Task objective:
Search the records for the string "label", then copy each line where it appears.

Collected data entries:
★ ★ ★

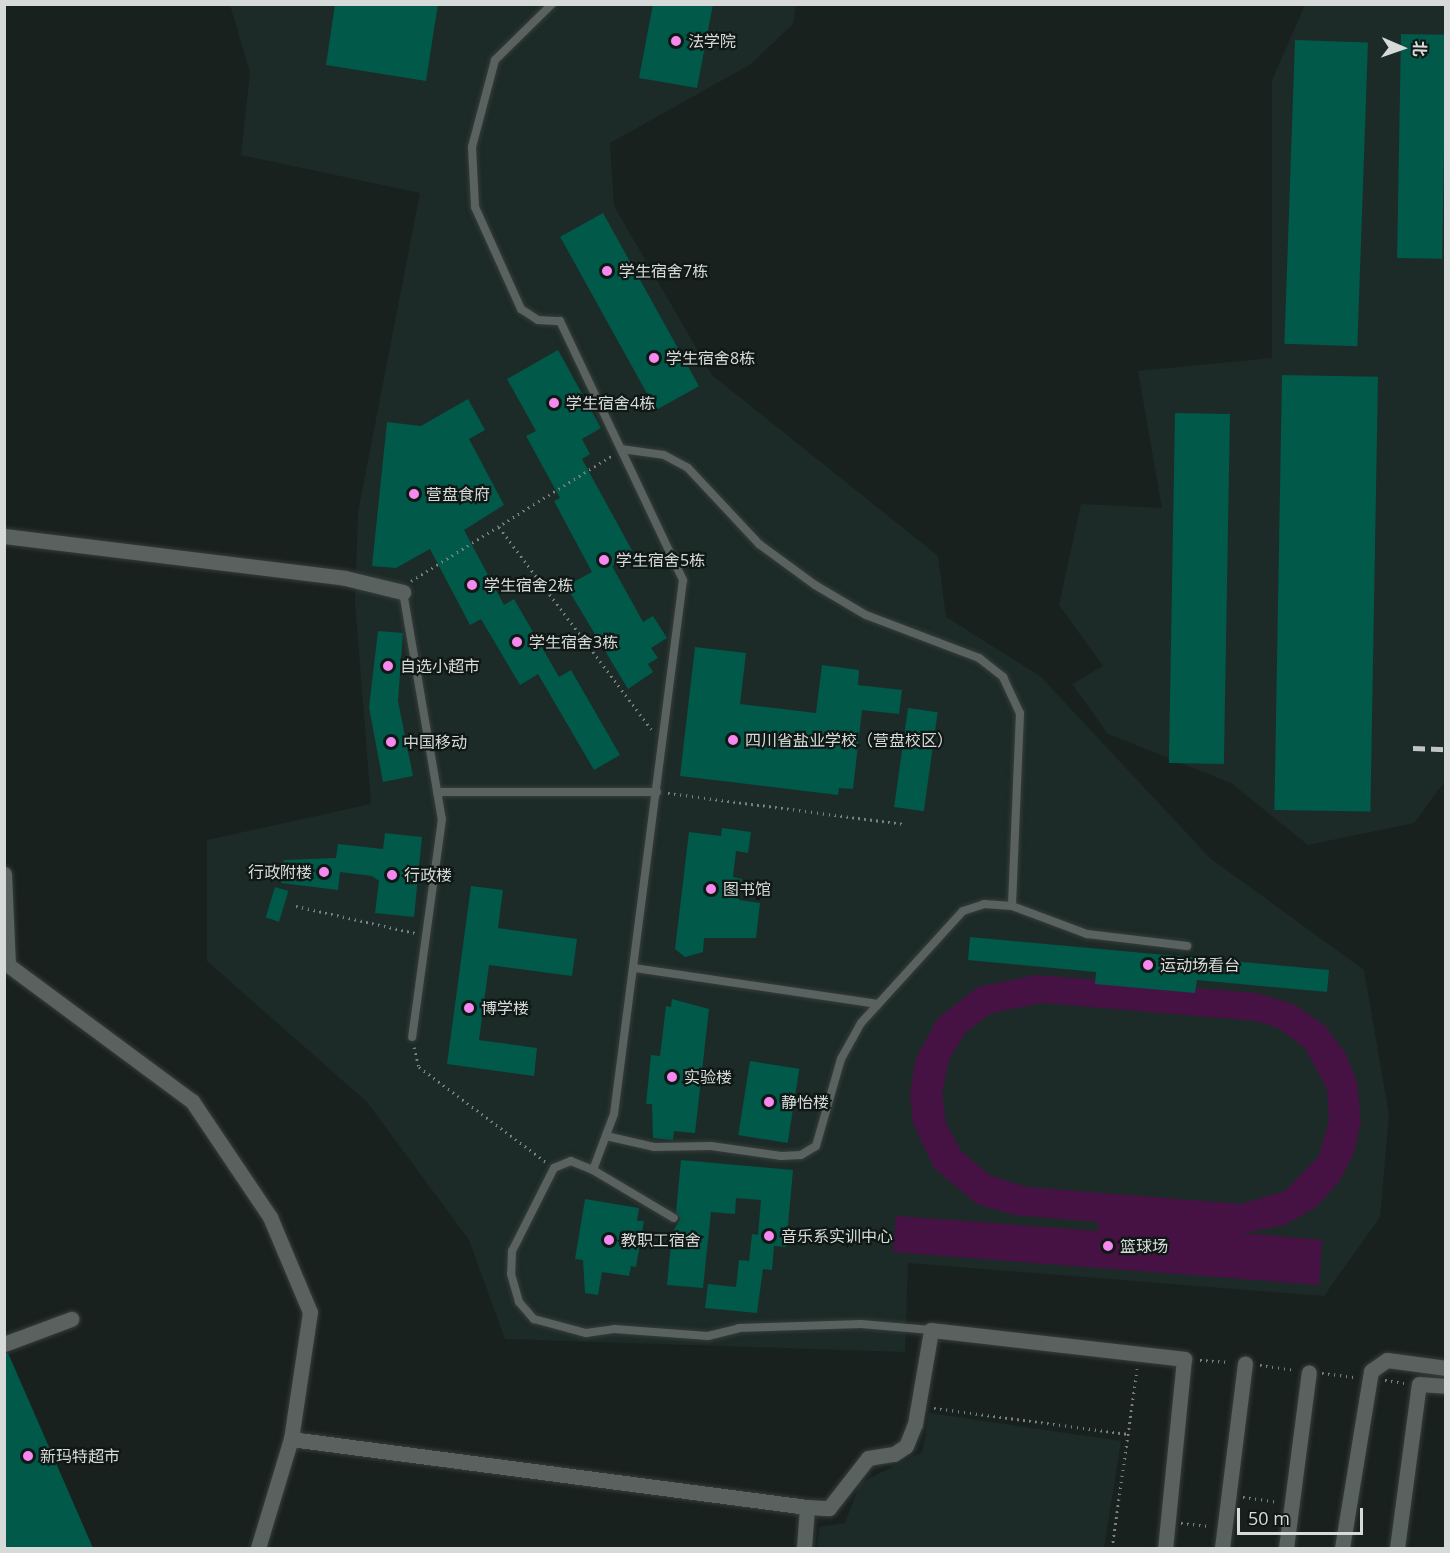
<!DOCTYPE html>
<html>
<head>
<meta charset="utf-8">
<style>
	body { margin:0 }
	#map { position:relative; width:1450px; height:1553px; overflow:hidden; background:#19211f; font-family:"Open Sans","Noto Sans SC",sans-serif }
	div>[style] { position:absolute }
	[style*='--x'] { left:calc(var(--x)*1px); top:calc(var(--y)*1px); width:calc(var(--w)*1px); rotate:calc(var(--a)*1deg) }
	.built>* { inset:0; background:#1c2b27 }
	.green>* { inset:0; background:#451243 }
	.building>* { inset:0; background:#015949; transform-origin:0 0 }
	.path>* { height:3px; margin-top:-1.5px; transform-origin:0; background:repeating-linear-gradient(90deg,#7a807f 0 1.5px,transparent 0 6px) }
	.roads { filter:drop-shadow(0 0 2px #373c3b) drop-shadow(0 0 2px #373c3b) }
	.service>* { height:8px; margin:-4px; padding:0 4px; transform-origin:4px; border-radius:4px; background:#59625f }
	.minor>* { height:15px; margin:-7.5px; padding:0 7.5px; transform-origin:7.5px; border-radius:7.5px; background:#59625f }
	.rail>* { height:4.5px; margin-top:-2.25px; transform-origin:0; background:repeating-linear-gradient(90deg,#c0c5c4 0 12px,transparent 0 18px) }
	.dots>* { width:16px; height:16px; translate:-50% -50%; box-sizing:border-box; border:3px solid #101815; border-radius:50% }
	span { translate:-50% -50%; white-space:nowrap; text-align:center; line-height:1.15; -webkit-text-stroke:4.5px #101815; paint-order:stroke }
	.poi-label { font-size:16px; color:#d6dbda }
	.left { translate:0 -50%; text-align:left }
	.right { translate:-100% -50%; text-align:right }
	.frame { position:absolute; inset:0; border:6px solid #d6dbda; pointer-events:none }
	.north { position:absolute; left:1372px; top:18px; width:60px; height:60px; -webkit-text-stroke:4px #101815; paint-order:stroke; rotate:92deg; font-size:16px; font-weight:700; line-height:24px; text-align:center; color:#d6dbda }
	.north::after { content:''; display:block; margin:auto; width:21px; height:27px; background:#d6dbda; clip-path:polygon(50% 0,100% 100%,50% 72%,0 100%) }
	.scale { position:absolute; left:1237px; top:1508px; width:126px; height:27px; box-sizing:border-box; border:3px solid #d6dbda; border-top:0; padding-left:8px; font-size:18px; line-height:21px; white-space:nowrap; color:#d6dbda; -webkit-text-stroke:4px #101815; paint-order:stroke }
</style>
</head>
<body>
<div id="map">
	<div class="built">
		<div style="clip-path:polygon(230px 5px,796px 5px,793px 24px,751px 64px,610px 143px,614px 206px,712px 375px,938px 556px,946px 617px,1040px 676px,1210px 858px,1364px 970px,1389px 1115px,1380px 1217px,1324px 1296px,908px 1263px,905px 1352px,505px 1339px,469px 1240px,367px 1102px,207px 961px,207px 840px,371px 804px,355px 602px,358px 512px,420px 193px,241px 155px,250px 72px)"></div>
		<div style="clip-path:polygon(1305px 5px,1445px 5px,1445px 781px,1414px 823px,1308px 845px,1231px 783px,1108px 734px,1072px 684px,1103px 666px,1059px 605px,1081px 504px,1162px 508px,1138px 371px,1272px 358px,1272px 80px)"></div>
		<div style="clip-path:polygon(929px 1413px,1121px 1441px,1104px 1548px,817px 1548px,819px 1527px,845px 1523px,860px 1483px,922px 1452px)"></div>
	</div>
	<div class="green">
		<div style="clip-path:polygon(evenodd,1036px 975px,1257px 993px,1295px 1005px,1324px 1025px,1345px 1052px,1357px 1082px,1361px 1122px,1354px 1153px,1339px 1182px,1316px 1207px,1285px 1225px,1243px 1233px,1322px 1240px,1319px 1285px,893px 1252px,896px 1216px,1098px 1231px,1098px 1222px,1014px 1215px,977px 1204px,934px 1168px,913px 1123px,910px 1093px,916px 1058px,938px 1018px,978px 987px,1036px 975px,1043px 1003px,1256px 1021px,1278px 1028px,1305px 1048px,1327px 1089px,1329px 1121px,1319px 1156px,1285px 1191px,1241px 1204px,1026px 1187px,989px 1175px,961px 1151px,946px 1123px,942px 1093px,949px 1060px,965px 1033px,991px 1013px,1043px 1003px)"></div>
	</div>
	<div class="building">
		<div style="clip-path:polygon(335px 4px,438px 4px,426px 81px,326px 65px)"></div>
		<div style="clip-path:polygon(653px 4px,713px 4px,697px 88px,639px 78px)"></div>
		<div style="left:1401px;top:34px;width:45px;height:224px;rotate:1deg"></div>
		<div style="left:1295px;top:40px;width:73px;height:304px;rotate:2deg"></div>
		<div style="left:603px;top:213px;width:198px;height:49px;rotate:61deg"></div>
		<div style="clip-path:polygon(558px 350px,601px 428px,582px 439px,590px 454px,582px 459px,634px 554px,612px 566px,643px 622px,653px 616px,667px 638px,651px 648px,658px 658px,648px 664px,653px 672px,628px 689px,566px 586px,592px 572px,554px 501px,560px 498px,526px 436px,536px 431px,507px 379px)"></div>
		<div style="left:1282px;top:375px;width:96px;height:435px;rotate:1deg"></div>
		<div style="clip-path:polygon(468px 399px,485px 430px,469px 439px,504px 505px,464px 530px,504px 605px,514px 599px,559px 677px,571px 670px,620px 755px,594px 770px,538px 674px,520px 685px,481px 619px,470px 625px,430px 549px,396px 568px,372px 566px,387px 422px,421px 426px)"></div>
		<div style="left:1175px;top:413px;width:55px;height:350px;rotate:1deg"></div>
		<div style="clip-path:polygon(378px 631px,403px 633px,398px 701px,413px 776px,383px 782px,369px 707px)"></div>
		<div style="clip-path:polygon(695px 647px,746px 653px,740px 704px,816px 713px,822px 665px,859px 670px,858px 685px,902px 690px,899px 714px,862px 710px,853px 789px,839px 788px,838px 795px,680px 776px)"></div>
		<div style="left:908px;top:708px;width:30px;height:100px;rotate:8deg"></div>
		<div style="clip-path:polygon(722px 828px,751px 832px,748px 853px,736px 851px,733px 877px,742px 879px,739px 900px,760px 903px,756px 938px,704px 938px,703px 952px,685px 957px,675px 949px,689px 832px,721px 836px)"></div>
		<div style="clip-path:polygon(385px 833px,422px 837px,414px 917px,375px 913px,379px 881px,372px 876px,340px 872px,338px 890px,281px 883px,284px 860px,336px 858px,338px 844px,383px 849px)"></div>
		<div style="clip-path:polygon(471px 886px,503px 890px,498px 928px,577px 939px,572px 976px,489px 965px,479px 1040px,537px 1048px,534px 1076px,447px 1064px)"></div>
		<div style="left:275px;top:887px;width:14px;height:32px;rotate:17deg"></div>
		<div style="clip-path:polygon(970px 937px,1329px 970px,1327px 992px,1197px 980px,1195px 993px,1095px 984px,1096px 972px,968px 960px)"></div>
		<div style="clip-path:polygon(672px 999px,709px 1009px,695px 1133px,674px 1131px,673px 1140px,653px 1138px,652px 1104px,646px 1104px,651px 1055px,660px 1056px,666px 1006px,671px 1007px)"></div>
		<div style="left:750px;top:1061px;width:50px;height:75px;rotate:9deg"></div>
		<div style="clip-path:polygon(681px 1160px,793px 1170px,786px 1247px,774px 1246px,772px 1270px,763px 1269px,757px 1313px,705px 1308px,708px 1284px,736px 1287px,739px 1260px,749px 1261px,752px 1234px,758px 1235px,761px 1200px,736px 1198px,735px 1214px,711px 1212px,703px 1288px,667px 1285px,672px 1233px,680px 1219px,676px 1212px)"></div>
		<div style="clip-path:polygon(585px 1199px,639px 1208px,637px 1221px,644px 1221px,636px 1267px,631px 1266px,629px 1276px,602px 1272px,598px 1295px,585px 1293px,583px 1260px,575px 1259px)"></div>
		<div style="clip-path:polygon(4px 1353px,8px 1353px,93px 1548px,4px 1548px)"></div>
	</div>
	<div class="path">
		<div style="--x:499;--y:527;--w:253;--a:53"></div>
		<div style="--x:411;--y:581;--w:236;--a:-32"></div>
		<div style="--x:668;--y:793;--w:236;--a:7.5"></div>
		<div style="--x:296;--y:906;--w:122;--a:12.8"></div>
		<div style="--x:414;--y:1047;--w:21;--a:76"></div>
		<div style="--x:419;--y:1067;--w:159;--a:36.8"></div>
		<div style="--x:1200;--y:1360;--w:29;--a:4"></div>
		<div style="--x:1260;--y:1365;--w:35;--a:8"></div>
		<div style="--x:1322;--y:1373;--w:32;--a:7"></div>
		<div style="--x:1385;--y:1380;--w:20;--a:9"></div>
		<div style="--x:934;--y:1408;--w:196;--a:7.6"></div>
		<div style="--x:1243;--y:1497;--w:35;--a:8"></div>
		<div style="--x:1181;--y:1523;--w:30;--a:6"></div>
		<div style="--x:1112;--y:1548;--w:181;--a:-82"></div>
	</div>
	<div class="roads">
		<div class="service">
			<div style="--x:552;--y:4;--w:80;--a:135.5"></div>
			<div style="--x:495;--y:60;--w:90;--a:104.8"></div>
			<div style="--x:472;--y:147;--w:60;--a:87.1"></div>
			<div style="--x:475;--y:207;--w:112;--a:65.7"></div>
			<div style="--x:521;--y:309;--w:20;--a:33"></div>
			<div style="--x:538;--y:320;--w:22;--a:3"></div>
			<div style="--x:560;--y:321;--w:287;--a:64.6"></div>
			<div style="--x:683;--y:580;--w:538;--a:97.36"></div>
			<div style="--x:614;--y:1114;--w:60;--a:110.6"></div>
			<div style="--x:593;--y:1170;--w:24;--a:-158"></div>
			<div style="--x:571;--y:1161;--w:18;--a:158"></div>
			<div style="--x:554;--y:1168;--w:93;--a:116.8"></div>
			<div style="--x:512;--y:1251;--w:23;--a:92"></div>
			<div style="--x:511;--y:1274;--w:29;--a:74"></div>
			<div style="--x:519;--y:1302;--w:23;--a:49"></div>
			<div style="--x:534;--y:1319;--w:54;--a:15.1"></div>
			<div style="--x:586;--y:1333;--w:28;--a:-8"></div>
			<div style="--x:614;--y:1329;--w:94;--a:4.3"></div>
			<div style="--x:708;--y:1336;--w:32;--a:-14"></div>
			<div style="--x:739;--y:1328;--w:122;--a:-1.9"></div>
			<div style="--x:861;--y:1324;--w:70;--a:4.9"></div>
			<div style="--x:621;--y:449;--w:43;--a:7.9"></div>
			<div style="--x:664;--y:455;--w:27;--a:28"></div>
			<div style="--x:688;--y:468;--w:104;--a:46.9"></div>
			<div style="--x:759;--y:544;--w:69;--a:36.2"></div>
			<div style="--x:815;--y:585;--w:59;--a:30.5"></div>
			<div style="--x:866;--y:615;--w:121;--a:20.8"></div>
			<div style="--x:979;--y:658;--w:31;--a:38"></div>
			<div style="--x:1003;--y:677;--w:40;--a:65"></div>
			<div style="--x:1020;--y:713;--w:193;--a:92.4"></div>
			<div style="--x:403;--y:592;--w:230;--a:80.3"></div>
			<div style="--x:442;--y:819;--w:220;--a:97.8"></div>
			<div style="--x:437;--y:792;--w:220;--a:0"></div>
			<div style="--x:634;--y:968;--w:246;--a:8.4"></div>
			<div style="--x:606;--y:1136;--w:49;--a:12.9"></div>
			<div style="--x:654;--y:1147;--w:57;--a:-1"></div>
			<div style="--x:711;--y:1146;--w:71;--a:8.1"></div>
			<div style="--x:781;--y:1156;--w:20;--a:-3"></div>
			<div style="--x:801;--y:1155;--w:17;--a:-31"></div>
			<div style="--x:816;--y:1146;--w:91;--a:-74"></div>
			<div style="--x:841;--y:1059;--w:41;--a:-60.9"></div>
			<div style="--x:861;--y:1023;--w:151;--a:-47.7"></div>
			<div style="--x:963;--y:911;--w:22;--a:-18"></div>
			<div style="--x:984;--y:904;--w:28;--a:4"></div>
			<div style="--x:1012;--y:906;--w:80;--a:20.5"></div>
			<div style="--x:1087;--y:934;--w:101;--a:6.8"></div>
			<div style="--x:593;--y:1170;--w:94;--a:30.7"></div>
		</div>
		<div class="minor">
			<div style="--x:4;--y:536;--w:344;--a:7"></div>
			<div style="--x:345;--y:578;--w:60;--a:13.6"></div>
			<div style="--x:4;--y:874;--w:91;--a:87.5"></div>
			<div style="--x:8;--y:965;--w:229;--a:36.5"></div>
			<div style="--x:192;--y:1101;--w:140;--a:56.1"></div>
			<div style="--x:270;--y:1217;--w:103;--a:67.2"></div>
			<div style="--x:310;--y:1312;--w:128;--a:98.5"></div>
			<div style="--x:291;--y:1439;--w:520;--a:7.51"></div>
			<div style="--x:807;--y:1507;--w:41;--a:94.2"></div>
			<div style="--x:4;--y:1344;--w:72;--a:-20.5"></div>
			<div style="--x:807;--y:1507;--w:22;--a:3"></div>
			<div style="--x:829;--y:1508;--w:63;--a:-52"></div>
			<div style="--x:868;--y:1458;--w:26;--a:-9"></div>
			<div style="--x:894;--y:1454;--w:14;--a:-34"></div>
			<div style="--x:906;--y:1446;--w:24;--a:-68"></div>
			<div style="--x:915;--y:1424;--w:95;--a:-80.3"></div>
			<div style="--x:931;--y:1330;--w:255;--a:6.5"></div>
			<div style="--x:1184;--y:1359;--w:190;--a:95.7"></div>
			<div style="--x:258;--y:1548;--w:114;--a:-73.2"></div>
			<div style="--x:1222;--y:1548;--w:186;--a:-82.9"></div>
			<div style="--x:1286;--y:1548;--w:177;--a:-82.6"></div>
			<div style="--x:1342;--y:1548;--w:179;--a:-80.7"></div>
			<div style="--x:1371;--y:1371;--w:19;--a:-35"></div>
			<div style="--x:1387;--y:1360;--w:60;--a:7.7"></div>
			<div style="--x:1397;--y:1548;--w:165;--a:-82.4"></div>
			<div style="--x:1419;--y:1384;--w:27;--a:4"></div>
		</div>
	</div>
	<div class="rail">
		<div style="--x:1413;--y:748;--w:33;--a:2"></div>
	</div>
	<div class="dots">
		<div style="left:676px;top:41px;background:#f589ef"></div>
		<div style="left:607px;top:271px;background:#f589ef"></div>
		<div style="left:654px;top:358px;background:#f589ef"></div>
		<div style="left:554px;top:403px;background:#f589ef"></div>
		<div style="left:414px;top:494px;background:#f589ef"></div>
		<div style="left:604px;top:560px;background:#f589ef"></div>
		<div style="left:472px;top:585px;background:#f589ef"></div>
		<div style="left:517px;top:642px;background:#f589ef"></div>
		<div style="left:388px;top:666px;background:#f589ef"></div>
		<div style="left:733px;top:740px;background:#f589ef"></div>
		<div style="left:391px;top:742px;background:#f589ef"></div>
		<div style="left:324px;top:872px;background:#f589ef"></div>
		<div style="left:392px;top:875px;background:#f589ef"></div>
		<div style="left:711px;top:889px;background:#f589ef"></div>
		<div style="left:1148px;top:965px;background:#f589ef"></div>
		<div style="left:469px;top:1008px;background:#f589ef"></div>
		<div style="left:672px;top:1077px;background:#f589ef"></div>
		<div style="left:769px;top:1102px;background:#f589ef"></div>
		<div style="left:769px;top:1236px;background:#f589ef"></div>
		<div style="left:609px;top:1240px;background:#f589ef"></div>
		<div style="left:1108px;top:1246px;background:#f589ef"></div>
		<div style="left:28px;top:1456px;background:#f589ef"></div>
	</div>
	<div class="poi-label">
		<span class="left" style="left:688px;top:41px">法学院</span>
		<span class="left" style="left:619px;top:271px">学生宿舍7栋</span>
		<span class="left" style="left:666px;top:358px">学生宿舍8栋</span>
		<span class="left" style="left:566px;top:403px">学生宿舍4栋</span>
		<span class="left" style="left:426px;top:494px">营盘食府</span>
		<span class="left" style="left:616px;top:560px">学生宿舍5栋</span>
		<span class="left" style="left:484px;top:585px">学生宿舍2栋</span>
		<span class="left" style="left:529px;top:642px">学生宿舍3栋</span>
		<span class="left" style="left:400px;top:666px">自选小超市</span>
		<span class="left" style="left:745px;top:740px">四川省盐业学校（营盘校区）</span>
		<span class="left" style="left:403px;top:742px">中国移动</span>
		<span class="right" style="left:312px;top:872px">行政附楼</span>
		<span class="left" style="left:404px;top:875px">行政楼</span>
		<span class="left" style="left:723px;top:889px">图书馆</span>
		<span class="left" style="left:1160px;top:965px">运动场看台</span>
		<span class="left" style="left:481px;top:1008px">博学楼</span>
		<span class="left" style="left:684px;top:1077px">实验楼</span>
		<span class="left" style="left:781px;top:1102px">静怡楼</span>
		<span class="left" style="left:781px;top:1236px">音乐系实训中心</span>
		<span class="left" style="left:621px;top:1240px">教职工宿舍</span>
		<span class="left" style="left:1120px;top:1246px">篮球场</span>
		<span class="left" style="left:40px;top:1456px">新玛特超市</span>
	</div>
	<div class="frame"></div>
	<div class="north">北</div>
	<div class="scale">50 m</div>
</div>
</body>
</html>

★ ★ ★

Expected output:
	.poi-label { font-size:16px; color:#d6dbda }
	<div class="poi-label">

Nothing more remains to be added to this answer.